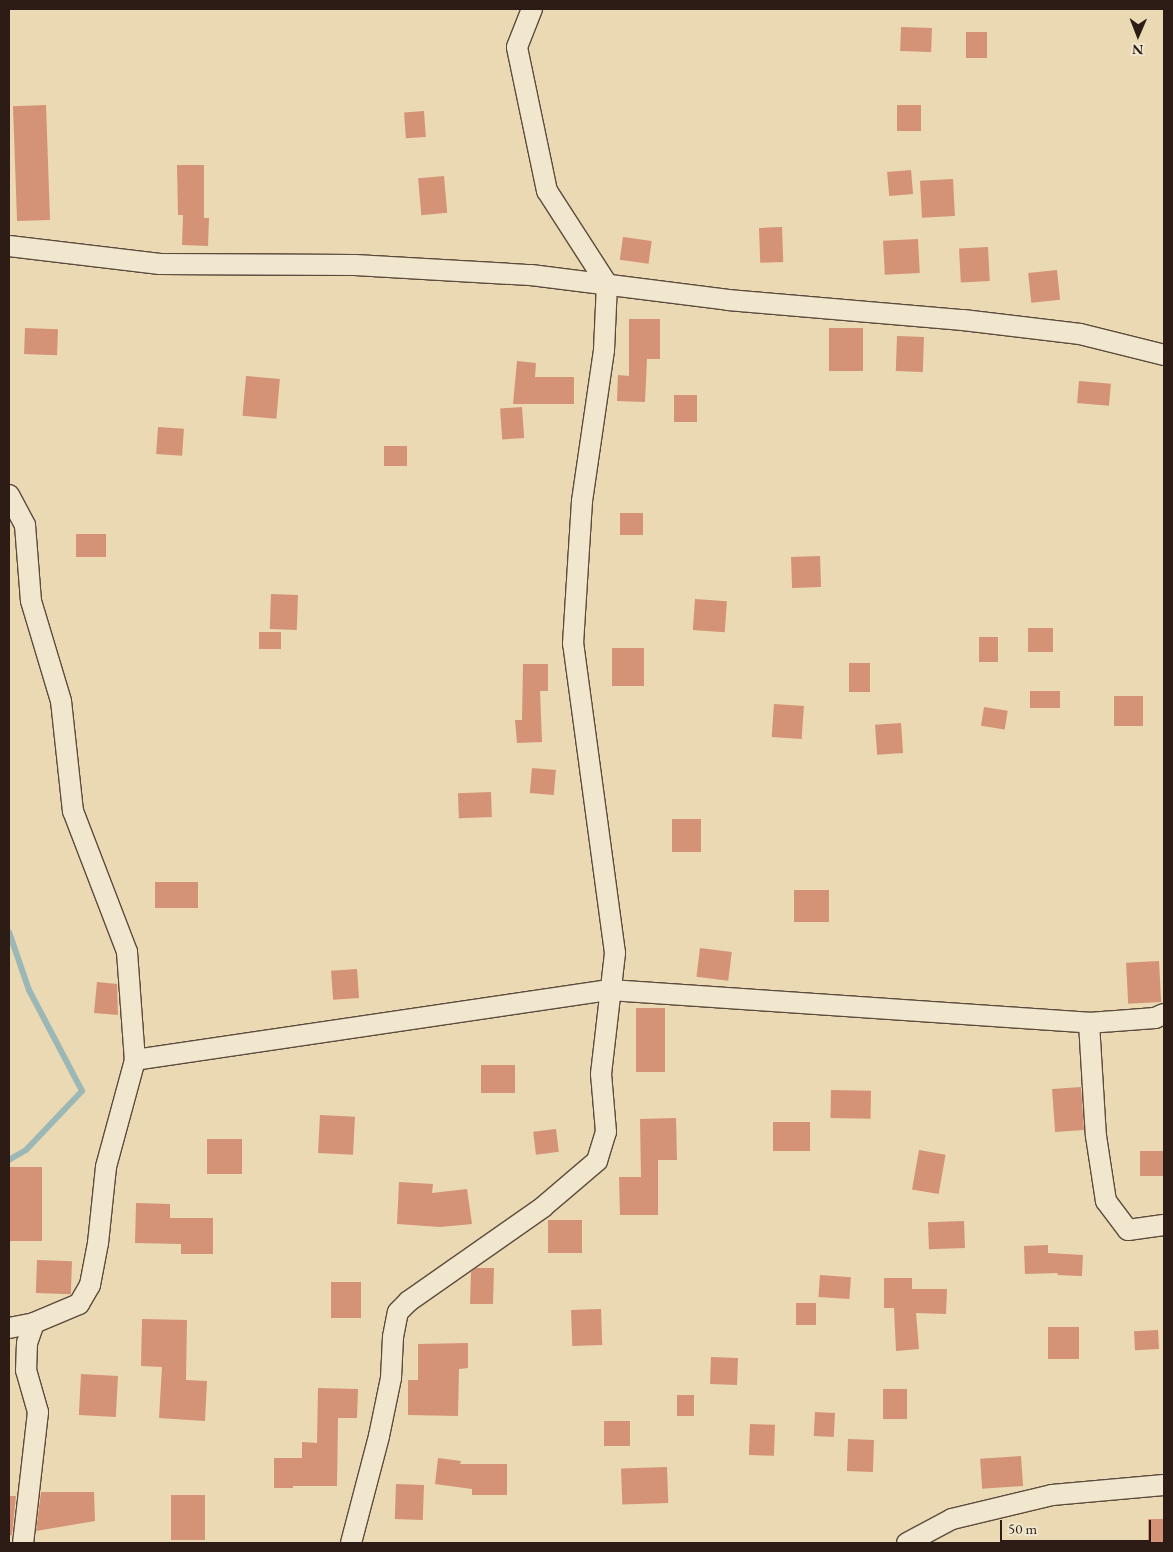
<!DOCTYPE html>
<style>
body{margin:0}
#map{position:relative;width:1173px;height:1552px;overflow:hidden;background:#ead9b3;font-family:"EB Garamond",serif}
div>[style]{position:absolute}
[style*='--x']{left:calc(var(--x)*1px);top:calc(var(--y)*1px);width:calc(var(--w)*1px);rotate:calc(var(--a)*1deg)}
.stream>*{height:6px;margin:-3px;padding:0 3px;transform-origin:3px;border-radius:3px;background:#9bb8b7}
.building>*{inset:0;background:#d49376;transform-origin:0 0}
.roads{filter:drop-shadow(1px 0 #5c4b3d) drop-shadow(-1px 0 #5c4b3d) drop-shadow(0 1px #5c4b3d) drop-shadow(0 -1px #5c4b3d)}
.minor>*{height:20px;margin:-10px;padding:0 10px;transform-origin:10px;border-radius:10px;background:#f1e6ce}
span{translate:-50% -50%;white-space:nowrap;text-align:center;line-height:1.15;-webkit-text-stroke:5px #f1e6ce;paint-order:stroke}
.frame{position:absolute;inset:0;border:10px solid #2d1c16;pointer-events:none}
.north{position:absolute;left:1113px;top:10px;width:50px;height:50px;-webkit-text-stroke:4px #f1e6ce;paint-order:stroke;rotate:181deg;font-size:14px;font-weight:700;line-height:20px;text-align:center;color:#2d1c16}
.north::after{content:'';display:block;margin:auto;width:18px;height:22px;background:#2d1c16;clip-path:polygon(50% 0,100% 100%,50% 72%,0 100%)}
.scale{position:absolute;left:1000px;top:1520px;width:151px;height:22px;box-sizing:border-box;border:2px solid #2d1c16;border-top:0;padding-left:6px;font-size:15px;line-height:18px;white-space:nowrap;color:#2d1c16;-webkit-text-stroke:4px #f1e6ce;paint-order:stroke}
</style>
<div id="map">
<div class="stream">
<div style="--x:9;--y:932;--w:61;--a:71"></div>
<div style="--x:29;--y:990;--w:114;--a:62.3"></div>
<div style="--x:82;--y:1091;--w:81;--a:133.5"></div>
<div style="--x:26;--y:1150;--w:20;--a:150"></div>
</div>
<div class="building">
<div style="left:901px;top:27px;width:31px;height:24px;rotate:2deg"></div>
<div style="left:966px;top:32px;width:21px;height:26px"></div>
<div style="left:46px;top:105px;width:115px;height:33px;rotate:88deg"></div>
<div style="left:897px;top:105px;width:24px;height:26px"></div>
<div style="left:424px;top:111px;width:26px;height:20px;rotate:86deg"></div>
<div style="clip-path:polygon(177px 165px,204px 165px,204px 218px,209px 218px,208px 246px,182px 245px,183px 215px,178px 215px)"></div>
<div style="left:911px;top:170px;width:24px;height:24px;rotate:85deg"></div>
<div style="left:444px;top:176px;width:37px;height:26px;rotate:85deg"></div>
<div style="left:953px;top:179px;width:37px;height:33px;rotate:87deg"></div>
<div style="left:782px;top:227px;width:35px;height:23px;rotate:88deg"></div>
<div style="left:623px;top:237px;width:29px;height:23px;rotate:8deg"></div>
<div style="left:918px;top:239px;width:34px;height:35px;rotate:87deg"></div>
<div style="left:988px;top:247px;width:34px;height:29px;rotate:87deg"></div>
<div style="left:1057px;top:270px;width:30px;height:29px;rotate:84deg"></div>
<div style="clip-path:polygon(629px 319px,660px 319px,660px 359px,647px 359px,645px 402px,617px 401px,618px 375px,629px 376px)"></div>
<div style="left:25px;top:328px;width:33px;height:26px;rotate:2deg"></div>
<div style="left:829px;top:328px;width:34px;height:43px"></div>
<div style="left:897px;top:336px;width:27px;height:35px;rotate:2deg"></div>
<div style="clip-path:polygon(517px 361px,536px 363px,535px 377px,574px 377px,574px 404px,513px 404px)"></div>
<div style="left:246px;top:376px;width:34px;height:40px;rotate:5deg"></div>
<div style="left:1079px;top:381px;width:32px;height:22px;rotate:5deg"></div>
<div style="left:697px;top:395px;width:27px;height:23px;rotate:90deg"></div>
<div style="left:522px;top:407px;width:31px;height:22px;rotate:86deg"></div>
<div style="left:158px;top:427px;width:26px;height:27px;rotate:4deg"></div>
<div style="left:384px;top:446px;width:23px;height:20px"></div>
<div style="left:620px;top:513px;width:23px;height:22px"></div>
<div style="left:76px;top:534px;width:30px;height:23px"></div>
<div style="left:820px;top:556px;width:31px;height:29px;rotate:88deg"></div>
<div style="left:271px;top:594px;width:27px;height:35px;rotate:2deg"></div>
<div style="left:695px;top:599px;width:32px;height:31px;rotate:4deg"></div>
<div style="left:1028px;top:628px;width:25px;height:24px"></div>
<div style="left:259px;top:632px;width:22px;height:17px"></div>
<div style="left:998px;top:637px;width:25px;height:19px;rotate:90deg"></div>
<div style="left:612px;top:648px;width:32px;height:38px"></div>
<div style="left:849px;top:663px;width:21px;height:29px"></div>
<div style="clip-path:polygon(523px 664px,548px 664px,548px 691px,540px 691px,542px 742px,517px 743px,515px 720px,522px 720px)"></div>
<div style="left:1030px;top:691px;width:30px;height:17px"></div>
<div style="left:1114px;top:696px;width:29px;height:30px"></div>
<div style="left:774px;top:704px;width:30px;height:33px;rotate:4deg"></div>
<div style="left:984px;top:707px;width:24px;height:19px;rotate:9deg"></div>
<div style="left:901px;top:723px;width:30px;height:26px;rotate:86deg"></div>
<div style="left:532px;top:768px;width:24px;height:25px;rotate:5deg"></div>
<div style="left:491px;top:792px;width:25px;height:33px;rotate:88deg"></div>
<div style="left:672px;top:819px;width:29px;height:33px"></div>
<div style="left:155px;top:882px;width:43px;height:26px"></div>
<div style="left:794px;top:890px;width:35px;height:32px"></div>
<div style="left:700px;top:948px;width:32px;height:29px;rotate:7deg"></div>
<div style="left:1159px;top:961px;width:41px;height:33px;rotate:87deg"></div>
<div style="left:357px;top:969px;width:29px;height:26px;rotate:86deg"></div>
<div style="clip-path:polygon(97px 982px,117px 984px,118px 1015px,94px 1013px)"></div>
<div style="left:636px;top:1008px;width:29px;height:64px"></div>
<div style="left:481px;top:1065px;width:34px;height:28px"></div>
<div style="left:1081px;top:1087px;width:43px;height:29px;rotate:86deg"></div>
<div style="left:831px;top:1090px;width:40px;height:28px;rotate:1deg"></div>
<div style="left:320px;top:1115px;width:35px;height:38px;rotate:3deg"></div>
<div style="clip-path:polygon(676px 1118px,677px 1160px,658px 1160px,658px 1215px,620px 1215px,619px 1177px,641px 1177px,640px 1119px)"></div>
<div style="left:773px;top:1122px;width:37px;height:29px"></div>
<div style="left:556px;top:1129px;width:23px;height:23px;rotate:83deg"></div>
<div style="left:207px;top:1139px;width:35px;height:35px"></div>
<div style="left:919px;top:1150px;width:27px;height:40px;rotate:10deg"></div>
<div style="left:1140px;top:1151px;width:24px;height:25px"></div>
<div style="left:9px;top:1167px;width:33px;height:74px"></div>
<div style="clip-path:polygon(399px 1182px,433px 1184px,432px 1193px,467px 1189px,472px 1224px,440px 1227px,397px 1224px)"></div>
<div style="clip-path:polygon(136px 1203px,170px 1204px,170px 1218px,213px 1218px,213px 1254px,181px 1254px,181px 1244px,135px 1243px)"></div>
<div style="left:548px;top:1220px;width:34px;height:33px"></div>
<div style="left:964px;top:1221px;width:27px;height:36px;rotate:88deg"></div>
<div style="clip-path:polygon(1048px 1245px,1048px 1253px,1083px 1255px,1082px 1276px,1057px 1275px,1058px 1273px,1025px 1274px,1024px 1246px)"></div>
<div style="left:37px;top:1260px;width:35px;height:33px;rotate:2deg"></div>
<div style="clip-path:polygon(476px 1268px,494px 1268px,493px 1304px,470px 1304px,471px 1272px)"></div>
<div style="left:820px;top:1275px;width:31px;height:22px;rotate:4deg"></div>
<div style="clip-path:polygon(884px 1278px,912px 1278px,912px 1289px,947px 1289px,946px 1314px,916px 1313px,919px 1349px,896px 1351px,894px 1308px,884px 1308px)"></div>
<div style="left:331px;top:1282px;width:30px;height:36px"></div>
<div style="left:796px;top:1303px;width:20px;height:22px"></div>
<div style="left:601px;top:1309px;width:36px;height:30px;rotate:88deg"></div>
<div style="clip-path:polygon(142px 1319px,187px 1320px,186px 1380px,207px 1381px,205px 1421px,159px 1418px,162px 1367px,141px 1366px)"></div>
<div style="left:1048px;top:1327px;width:31px;height:32px"></div>
<div style="left:1158px;top:1330px;width:19px;height:24px;rotate:87deg"></div>
<div style="clip-path:polygon(468px 1343px,468px 1368px,459px 1369px,458px 1416px,408px 1415px,408px 1380px,418px 1380px,418px 1344px)"></div>
<div style="left:711px;top:1357px;width:27px;height:27px;rotate:2deg"></div>
<div style="left:81px;top:1374px;width:37px;height:41px;rotate:3deg"></div>
<div style="clip-path:polygon(318px 1388px,358px 1389px,357px 1418px,338px 1418px,337px 1486px,293px 1486px,293px 1488px,274px 1488px,274px 1458px,302px 1458px,302px 1442px,317px 1443px)"></div>
<div style="left:883px;top:1389px;width:24px;height:30px"></div>
<div style="left:677px;top:1395px;width:17px;height:21px"></div>
<div style="left:815px;top:1412px;width:20px;height:24px;rotate:3deg"></div>
<div style="left:630px;top:1421px;width:25px;height:26px;rotate:90deg"></div>
<div style="left:750px;top:1424px;width:25px;height:31px;rotate:2deg"></div>
<div style="left:848px;top:1439px;width:26px;height:32px;rotate:2deg"></div>
<div style="left:1021px;top:1456px;width:30px;height:41px;rotate:86deg"></div>
<div style="clip-path:polygon(438px 1458px,461px 1461px,460px 1464px,507px 1464px,507px 1495px,472px 1495px,472px 1489px,435px 1484px)"></div>
<div style="left:667px;top:1467px;width:36px;height:46px;rotate:88deg"></div>
<div style="left:396px;top:1484px;width:28px;height:35px;rotate:2deg"></div>
<div style="clip-path:polygon(41px 1492px,94px 1492px,95px 1521px,36px 1531px)"></div>
<div style="left:171px;top:1495px;width:34px;height:45px"></div>
<div style="clip-path:polygon(9px 1496px,16px 1496px,12px 1535px,9px 1536px)"></div>
<div style="left:1148px;top:1519px;width:16px;height:24px"></div>
</div>
<div class="roads">
<div class="minor">
<div style="--x:9;--y:246;--w:152;--a:6.8"></div>
<div style="--x:160;--y:264;--w:195;--a:0.3"></div>
<div style="--x:355;--y:265;--w:176;--a:3.3"></div>
<div style="--x:531;--y:275;--w:199;--a:7.2"></div>
<div style="--x:728;--y:300;--w:236;--a:4.9"></div>
<div style="--x:963;--y:320;--w:118;--a:6.8"></div>
<div style="--x:1080;--y:334;--w:87;--a:14"></div>
<div style="--x:9;--y:495;--w:34;--a:62"></div>
<div style="--x:25;--y:525;--w:76;--a:85.5"></div>
<div style="--x:31;--y:601;--w:104;--a:73.3"></div>
<div style="--x:61;--y:701;--w:111;--a:83.8"></div>
<div style="--x:73;--y:811;--w:151;--a:69"></div>
<div style="--x:127;--y:952;--w:108;--a:85.8"></div>
<div style="--x:135;--y:1060;--w:111;--a:105.2"></div>
<div style="--x:106;--y:1167;--w:76;--a:96"></div>
<div style="--x:98;--y:1243;--w:43;--a:100.8"></div>
<div style="--x:90;--y:1285;--w:22;--a:120"></div>
<div style="--x:79;--y:1304;--w:49;--a:157.1"></div>
<div style="--x:34;--y:1323;--w:21;--a:109"></div>
<div style="--x:27;--y:1343;--w:27;--a:92"></div>
<div style="--x:26;--y:1370;--w:44;--a:74.1"></div>
<div style="--x:38;--y:1412;--w:132;--a:96.5"></div>
<div style="--x:1089;--y:1023;--w:113;--a:86.5"></div>
<div style="--x:1096;--y:1136;--w:66;--a:81.3"></div>
<div style="--x:1106;--y:1201;--w:36;--a:53"></div>
<div style="--x:1128;--y:1230;--w:36;--a:-8"></div>
<div style="--x:135;--y:1060;--w:480;--a:-8.4"></div>
<div style="--x:610;--y:990;--w:480;--a:3.9"></div>
<div style="--x:1089;--y:1023;--w:66;--a:-4.3"></div>
<div style="--x:1155;--y:1018;--w:10;--a:-24"></div>
<div style="--x:9;--y:1328;--w:25;--a:-11"></div>
<div style="--x:351;--y:1543;--w:111;--a:-75.3"></div>
<div style="--x:379;--y:1436;--w:59;--a:-78.3"></div>
<div style="--x:391;--y:1378;--w:41;--a:-87.2"></div>
<div style="--x:393;--y:1337;--w:25;--a:-79"></div>
<div style="--x:398;--y:1312;--w:16;--a:-45"></div>
<div style="--x:409;--y:1301;--w:164;--a:-35"></div>
<div style="--x:543;--y:1207;--w:71;--a:-40.4"></div>
<div style="--x:597;--y:1161;--w:30;--a:-73"></div>
<div style="--x:606;--y:1132;--w:58;--a:-94.9"></div>
<div style="--x:601;--y:1074;--w:122;--a:-83.4"></div>
<div style="--x:615;--y:953;--w:312;--a:-97.7"></div>
<div style="--x:573;--y:644;--w:143;--a:-86.4"></div>
<div style="--x:582;--y:501;--w:153;--a:-81.7"></div>
<div style="--x:604;--y:350;--w:66;--a:-87.4"></div>
<div style="--x:607;--y:284;--w:111;--a:-122.8"></div>
<div style="--x:547;--y:191;--w:147;--a:-101.8"></div>
<div style="--x:517;--y:47;--w:41;--a:-68.5"></div>
<div style="--x:907;--y:1543;--w:51;--a:-28.1"></div>
<div style="--x:952;--y:1519;--w:103;--a:-13.5"></div>
<div style="--x:1052;--y:1495;--w:112;--a:-5.1"></div>
</div>
</div>
<div class="frame"></div>
<div class="north">N</div>
<div class="scale">50 m</div>
</div>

----------------------------------------

Copy out each line of the listing where the string "north" appears.

.north{position:absolute;left:1113px;top:10px;width:50px;height:50px;-webkit-text-stroke:4px #f1e6ce;paint-order:stroke;rotate:181deg;font-size:14px;font-weight:700;line-height:20px;text-align:center;color:#2d1c16}
.north::after{content:'';display:block;margin:auto;width:18px;height:22px;background:#2d1c16;clip-path:polygon(50% 0,100% 100%,50% 72%,0 100%)}
<div class="north">N</div>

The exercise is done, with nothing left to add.